Last Call At The Oasis Critic's Pick

Critic rating:

Is a glass half-full or forever empty?
By Ann Hornaday
Friday, May 11, 2012

Like its predecessors "An Inconvenient Truth," "Food, Inc." and "Waiting for 'Superman,'" the documentary "Last Call at the Oasis" represents nonfiction filmmaking at its most urgent, timely and stylistically smooth. As a lucid, emotionally involving portrait of the looming crisis surrounding water - supplies of which are dwindling as contamination rises - Jessica Yu's smartly constructed argument works less as a tutorial than as an infectiously impassioned call to arms.

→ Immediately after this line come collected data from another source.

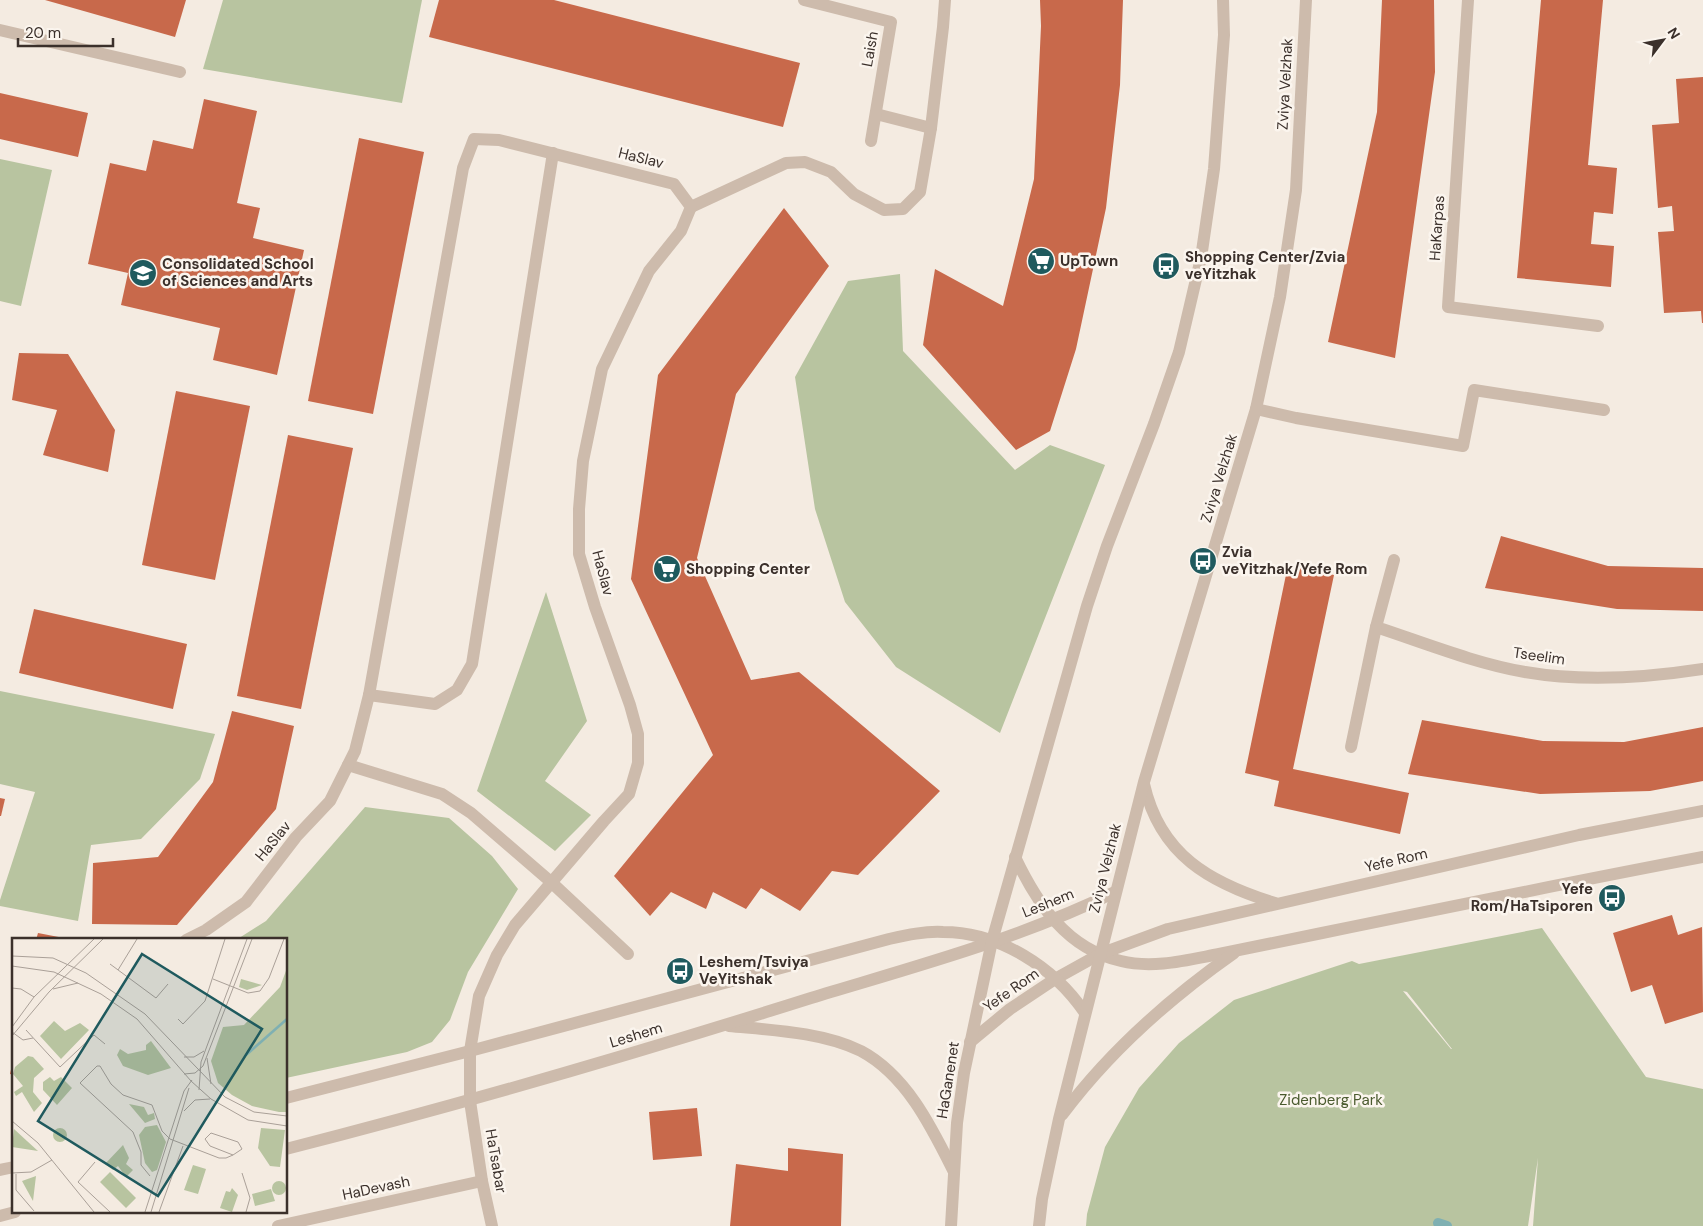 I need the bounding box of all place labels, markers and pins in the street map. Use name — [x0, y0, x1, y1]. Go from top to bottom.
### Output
supermarket icon: UpTown — [1026, 246, 1056, 276]
place label: Shopping Center/Zvia veYitzhak — [1185, 247, 1345, 284]
place label: UpTown — [1060, 251, 1118, 271]
bus stop icon: Shopping Center/Zvia veYitzhak — [1151, 251, 1181, 281]
place label: Consolidated School of Sciences and Arts — [162, 254, 314, 291]
school or university icon: Consolidated School of Sciences and Arts — [128, 258, 158, 288]
place label: Zvia veYitzhak/Yefe Rom — [1222, 542, 1367, 579]
bus stop icon: Zvia veYitzhak/Yefe Rom — [1188, 546, 1218, 576]
supermarket icon: Shopping Center — [652, 554, 682, 584]
place label: Shopping Center — [686, 559, 810, 579]
place label: Yefe Rom/HaTsiporen — [1471, 879, 1593, 916]
bus stop icon: Yefe Rom/HaTsiporen — [1597, 883, 1627, 913]
place label: Leshem/Tsviya VeYitshak — [699, 952, 809, 989]
bus stop icon: Leshem/Tsviya VeYitshak — [665, 956, 695, 986] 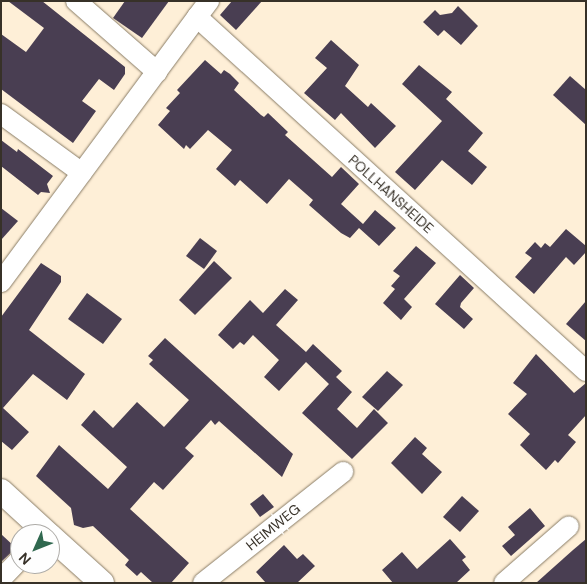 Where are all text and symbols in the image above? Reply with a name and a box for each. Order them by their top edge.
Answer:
street label: POLLHANSHEIDE [345,151,437,237]
street label: HEIMWEG [243,500,303,554]
north arrow [10,524,60,574]
text: N [15,549,35,569] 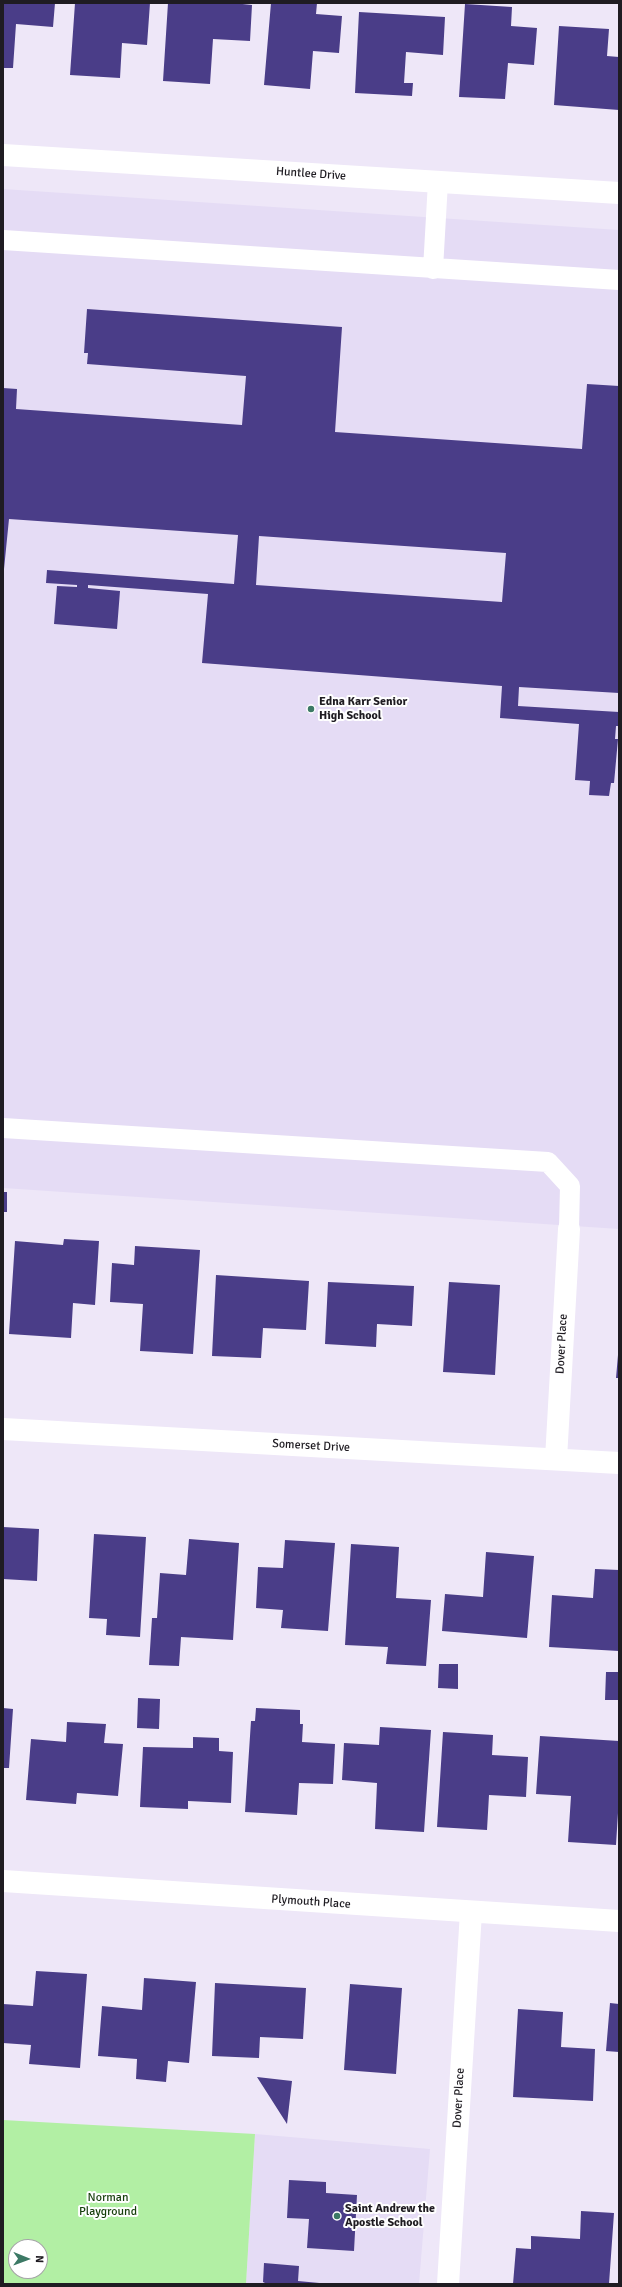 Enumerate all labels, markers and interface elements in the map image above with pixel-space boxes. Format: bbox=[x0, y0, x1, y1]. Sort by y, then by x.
street label: Huntlee Drive bbox=[275, 164, 347, 184]
place label: Edna Karr Senior High School bbox=[319, 695, 407, 723]
marker: Edna Karr Senior High School bbox=[306, 704, 316, 714]
street label: Dover Place bbox=[553, 1314, 571, 1374]
street label: Somerset Drive bbox=[272, 1437, 350, 1455]
street label: Plymouth Place bbox=[271, 1892, 351, 1912]
street label: Dover Place bbox=[450, 2068, 468, 2128]
park label: Norman Playground bbox=[79, 2191, 137, 2219]
place label: Saint Andrew the Apostle School bbox=[345, 2202, 435, 2230]
marker: Saint Andrew the Apostle School bbox=[332, 2211, 342, 2221]
north arrow bbox=[8, 2239, 48, 2279]
text: N bbox=[33, 2255, 46, 2263] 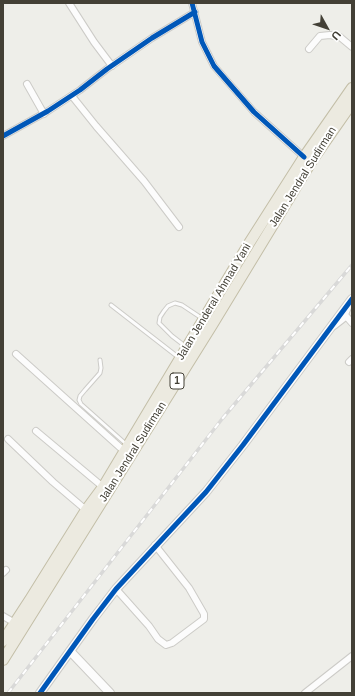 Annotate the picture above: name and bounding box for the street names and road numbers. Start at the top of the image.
street label: Jalan Jendral Sudirman [267,125,339,229]
street label: Jalan Jenderal Ahmad Yani [174,241,254,363]
road number: 1 [170,373,184,389]
street label: Jalan Jendral Sudirman [97,400,169,504] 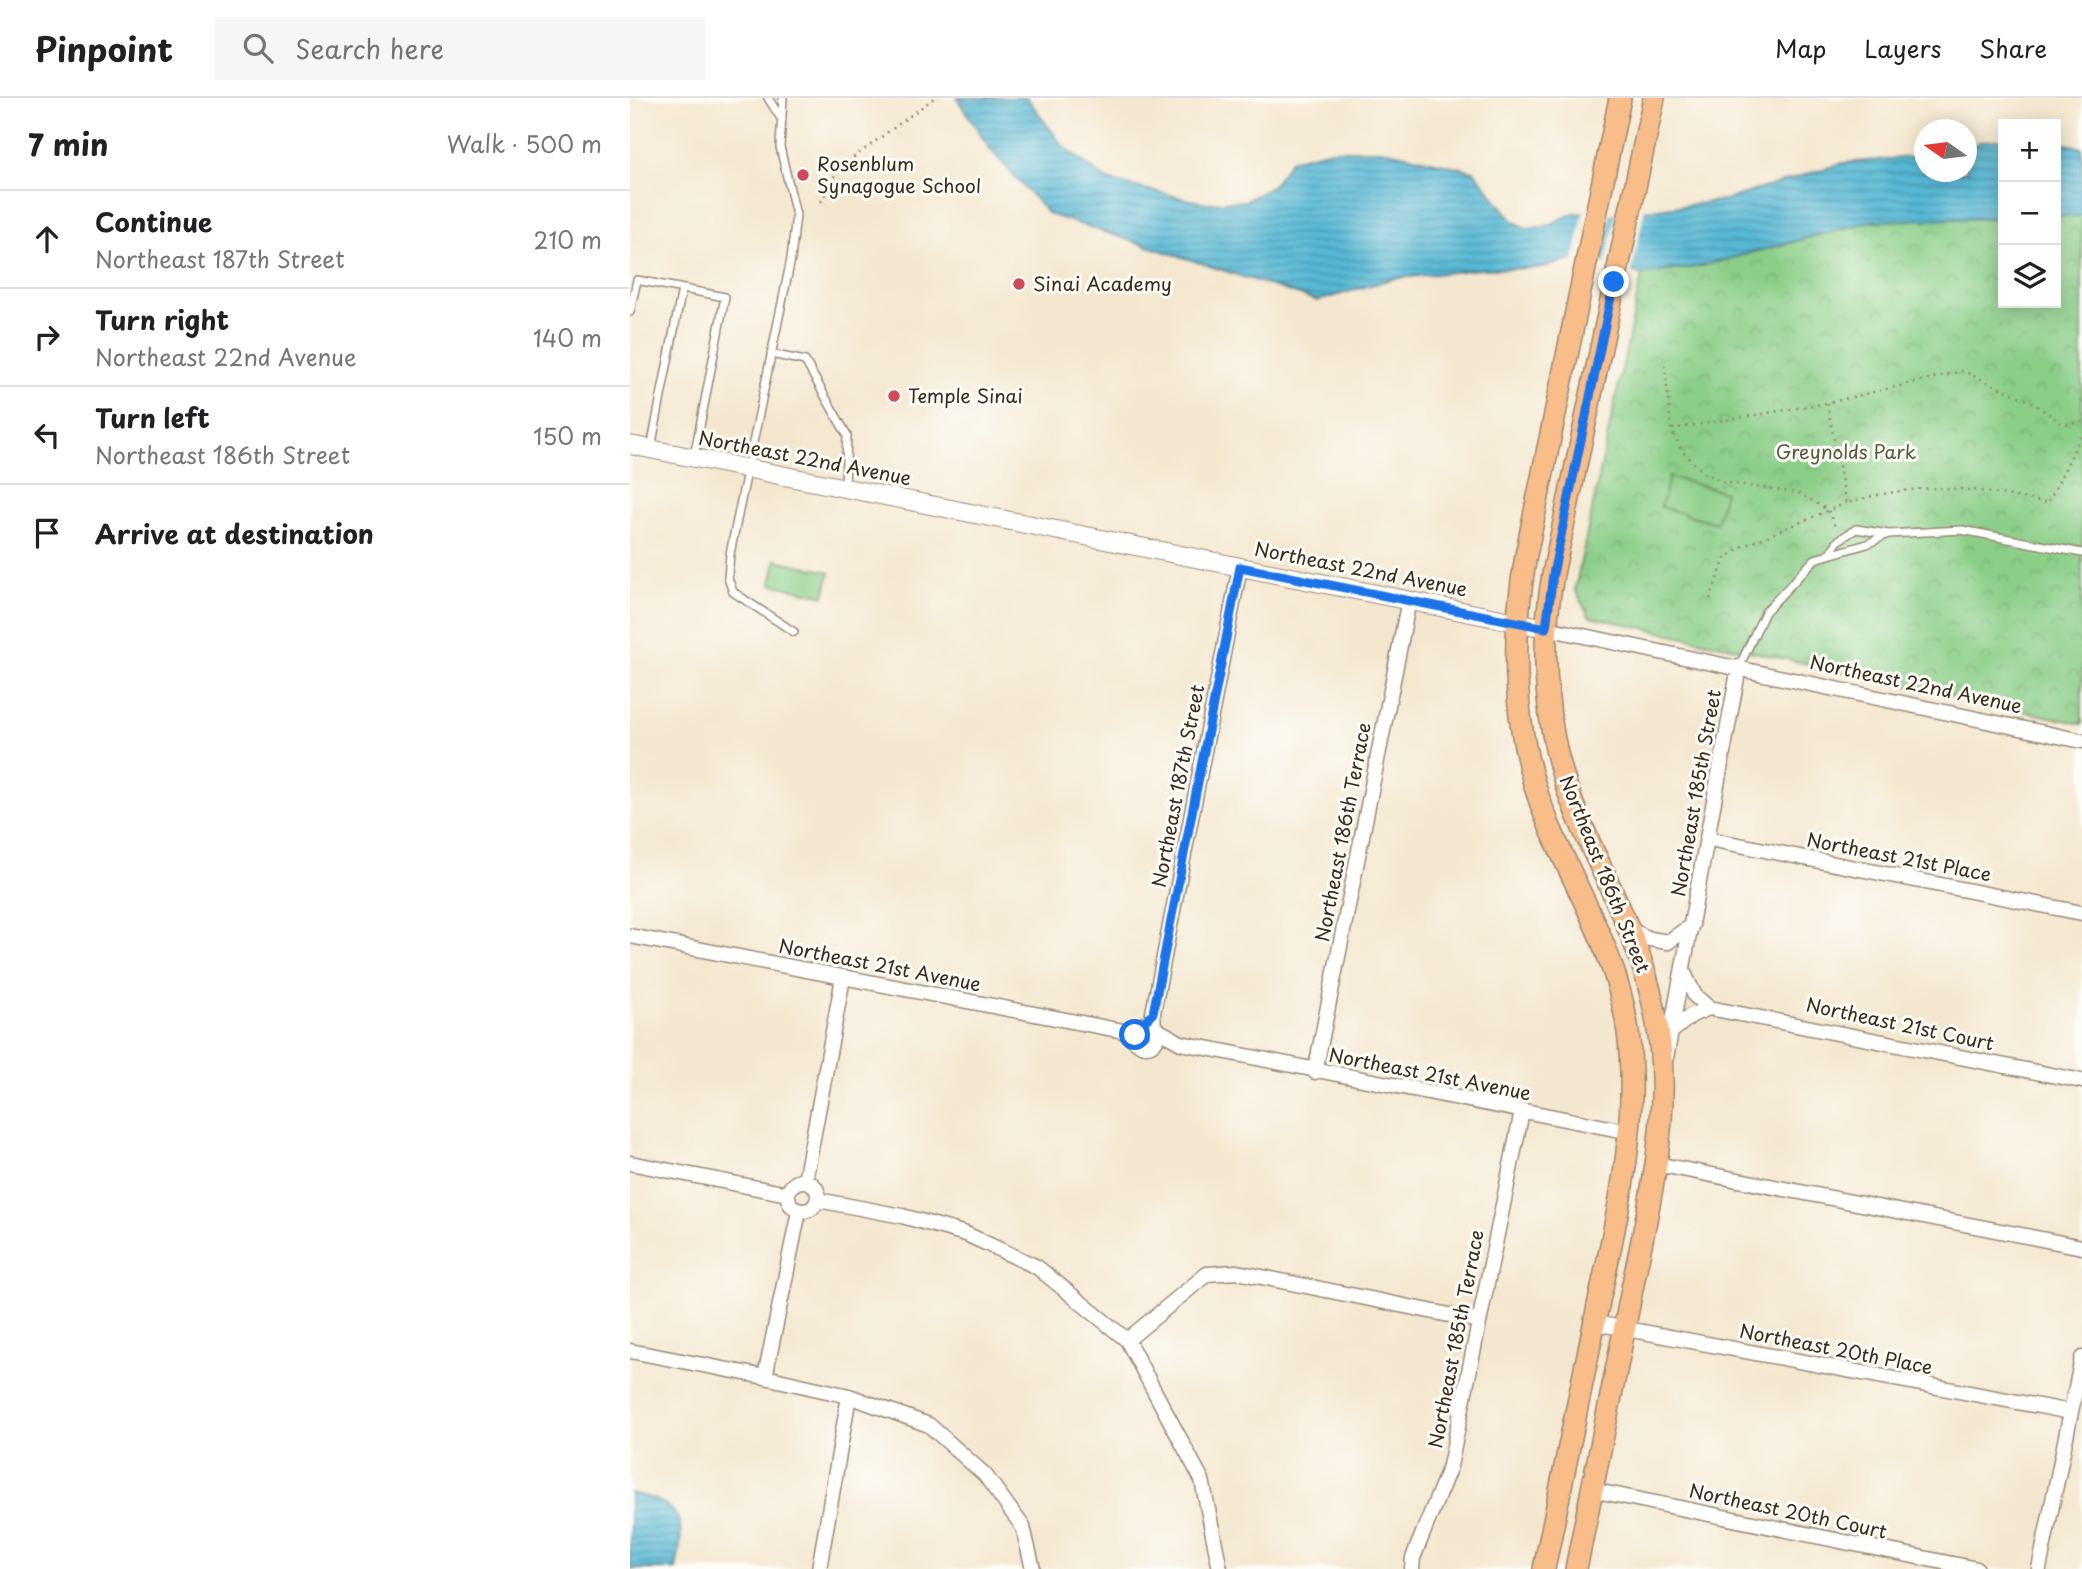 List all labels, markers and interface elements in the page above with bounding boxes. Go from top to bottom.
search box [215,17,705,80]
text: Pinpoint [35,23,173,73]
icon: search [239,29,277,67]
text: Search here [295,29,444,68]
text: Map [1775,30,1826,66]
text: Layers [1864,30,1941,66]
text: Share [1979,30,2047,66]
north arrow [1914,119,1977,182]
map controls [1998,119,2061,308]
button: + [1998,119,2061,182]
text: 7 min [28,121,109,166]
text: Walk · 500 m [447,126,602,161]
place label: Rosenblum Synagogue School [817,149,981,199]
marker: Rosenblum Synagogue School [795,167,811,183]
button: − [1998,182,2061,245]
text: Continue [95,202,212,241]
icon: ahead [28,220,66,258]
text: 210 m [534,222,602,257]
text: Northeast 187th Street [95,241,345,276]
button: layers [1998,245,2061,308]
route end [1598,266,1629,297]
place label: Sinai Academy [1033,269,1172,297]
marker: Sinai Academy [1011,276,1027,292]
text: Turn right [95,300,229,339]
icon: right [28,318,66,356]
text: 140 m [533,320,602,355]
text: Northeast 22nd Avenue [95,339,357,374]
place label: Temple Sinai [908,381,1023,409]
marker: Temple Sinai [886,388,902,404]
text: Turn left [95,398,210,437]
icon: left [28,416,66,454]
text: 150 m [533,418,602,453]
street label: Northeast 22nd Avenue [696,423,914,491]
text: Northeast 186th Street [95,437,350,472]
park label: Greynolds Park [1776,437,1917,465]
icon: arrive [28,514,66,552]
text: Arrive at destination [95,514,374,553]
street label: Northeast 22nd Avenue [1252,534,1470,602]
street label: Northeast 22nd Avenue [1808,647,2025,719]
street label: Northeast 187th Street [1144,682,1210,890]
street label: Northeast 185th Street [1663,687,1727,899]
street label: Northeast 186th Terrace [1307,720,1377,944]
street label: Northeast 186th Street [1553,771,1658,977]
street label: Northeast 21st Place [1805,824,1994,888]
street label: Northeast 21st Avenue [777,931,984,997]
street label: Northeast 21st Court [1804,989,1997,1057]
route start [1119,1019,1150,1050]
street label: Northeast 21st Avenue [1327,1040,1534,1106]
street label: Northeast 185th Terrace [1420,1227,1490,1450]
street label: Northeast 20th Place [1737,1316,1935,1380]
street label: Northeast 20th Court [1687,1475,1890,1545]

Whether we should use those arms to turn on the tap or turn it off depends on which problem Yu and executive producer Elise Pearlstein are seeking to illuminate.

Beginning in Nevada (now the go-to geographic metaphor for American profligacy and greed), "Last Call at the Oasis" delivers the alarming news that if that city continues to irrigate its dancing fountains and casino tourists at current rates, the nearby Lake Mead will be depleted, rendering the Hoover Dam unable to generate electricity in four years. Next door in California, fishermen are fighting farmers in heated battles over the precious resource and whether to continue to water the Central Valley (where most of our produce is grown) or maintain a fragile marine ecosystem.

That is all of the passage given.